# Need help on what gun to get.



## Toast13 (Mar 24, 2006)

I am just starting to get into target shooting and hunting and I wanted to buy my own gun. I wanted to get a bolt-action 22 that uses long rifle amunition but I don't know what kind to get. I want something that is accurate and well balanced and will last me a long time in the $300- $800 range.


----------



## Remington 7400 (Dec 14, 2005)

Look at the Ruger 77/22

Avaliable is many configurations, including, all weather stainless and synthetic, sporter waltnut and blued, and target bull barrel laminated stock. It also uses Ruger's legendary rotary magazine.

Below is a picture of the sporter.


----------



## Longshot (Feb 9, 2004)

The ruger is nice. but if it was me I would go with the CZ 453 American. It has an adjustable trigger and single set trigger. My CZ 527 (22 Hornet) is very nice. This one is one of there more expensive ones at around $450. They also have a Model 452 for around $325.

Check it out here:

http://www.cz-usa.com/products_rimfire_rifles.php?m=1

Good luck in your search.


----------



## Dave_w (May 25, 2005)

Yeah, either one of those two are really the way to go. Me, I'm a Ruger guy at heart, but the the 77/22 just seems a little pricey for a beginner's gun. Adjusting the trigger on a CZ requires you to disassemble the bolt, which is a little challenging for a beginner.
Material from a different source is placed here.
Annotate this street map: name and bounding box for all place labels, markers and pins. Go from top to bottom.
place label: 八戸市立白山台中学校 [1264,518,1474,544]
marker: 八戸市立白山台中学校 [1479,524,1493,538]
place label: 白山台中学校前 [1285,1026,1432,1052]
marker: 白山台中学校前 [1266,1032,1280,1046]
Any particular reason you desire a bolt-action? You know, they're not any more accurate than semiautos. And a base Ruger 10/22 (semi-auto .22LR) runs in the low $200 range, which leaves you enough money to get decent optics and then modify the gun with a lighter trigger, bull barrel, and trick stock as your skill and experience with the rifle improves.


----------



## Cleankill47 (Jan 19, 2006)

A bolt-action does have better lockup because the recoil doesn't move the bolt for the next shot like a semi auto. The result is better control of accuracy, since you know that it's you moving and not the action.
A lot of people I know start with Ruger 10/22's, which are cheap, but by the time you're done changing everything you want about the rifle to make it what you want, you've spent about twice as much as you paid for the gun to begin with. I would much rather just get a rifle that's good from the very beginning (Not knocking Ruger, I just like to know that my gun wasn't built to be taken apart and rebuilt)

For your projected usage, you might want to consider a Savage bolt-action, since they all come with the Accutrigger, which is user-adjustable from 2 1/2 to 6 pounds of pull.
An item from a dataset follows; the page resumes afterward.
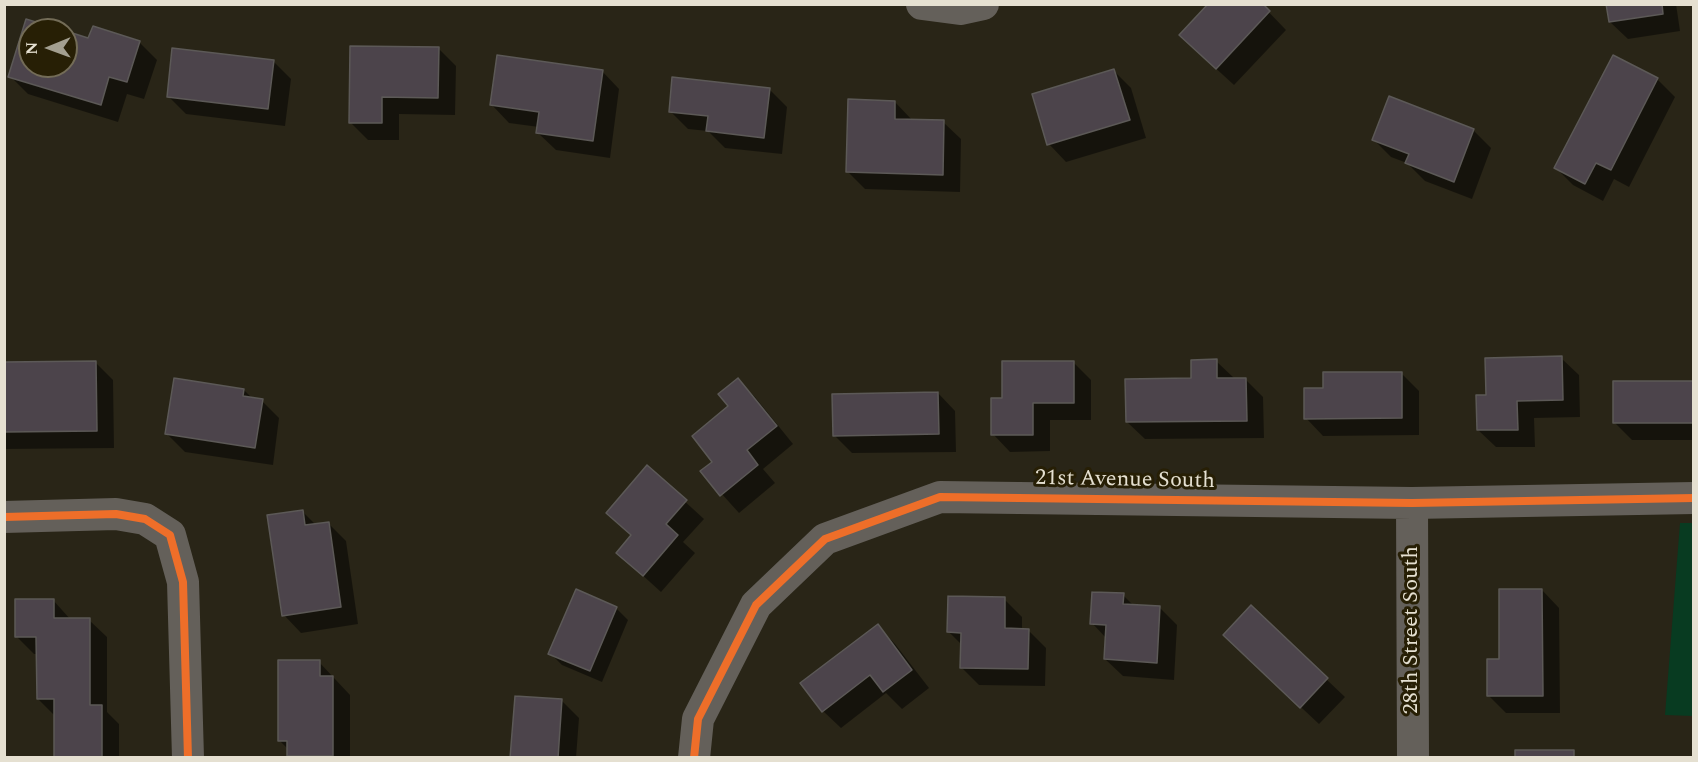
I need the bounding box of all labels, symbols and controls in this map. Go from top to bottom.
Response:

http://www.savagearms.com/rimfire_home.htm

The synthetic stocks have a different feel and a different balancing point than the wooden ones, so you'll want to hold at least one of both before you make your decision.

Good luck with your choice.

:sniper:


----------



## Dave_w (May 25, 2005)

Yeah, I hear ya on the Ruger. I just like the idea of minimalizing the investment for a beginner, with the option of later taking the same gun and making it really trick. And really...for all practical purposes, I've never found any real difference between semis and bolts until we get up to really insane tests of accuracy. My 10/22s will pop a cigarette in half at 100 yards, and that's about as much as I care to expect.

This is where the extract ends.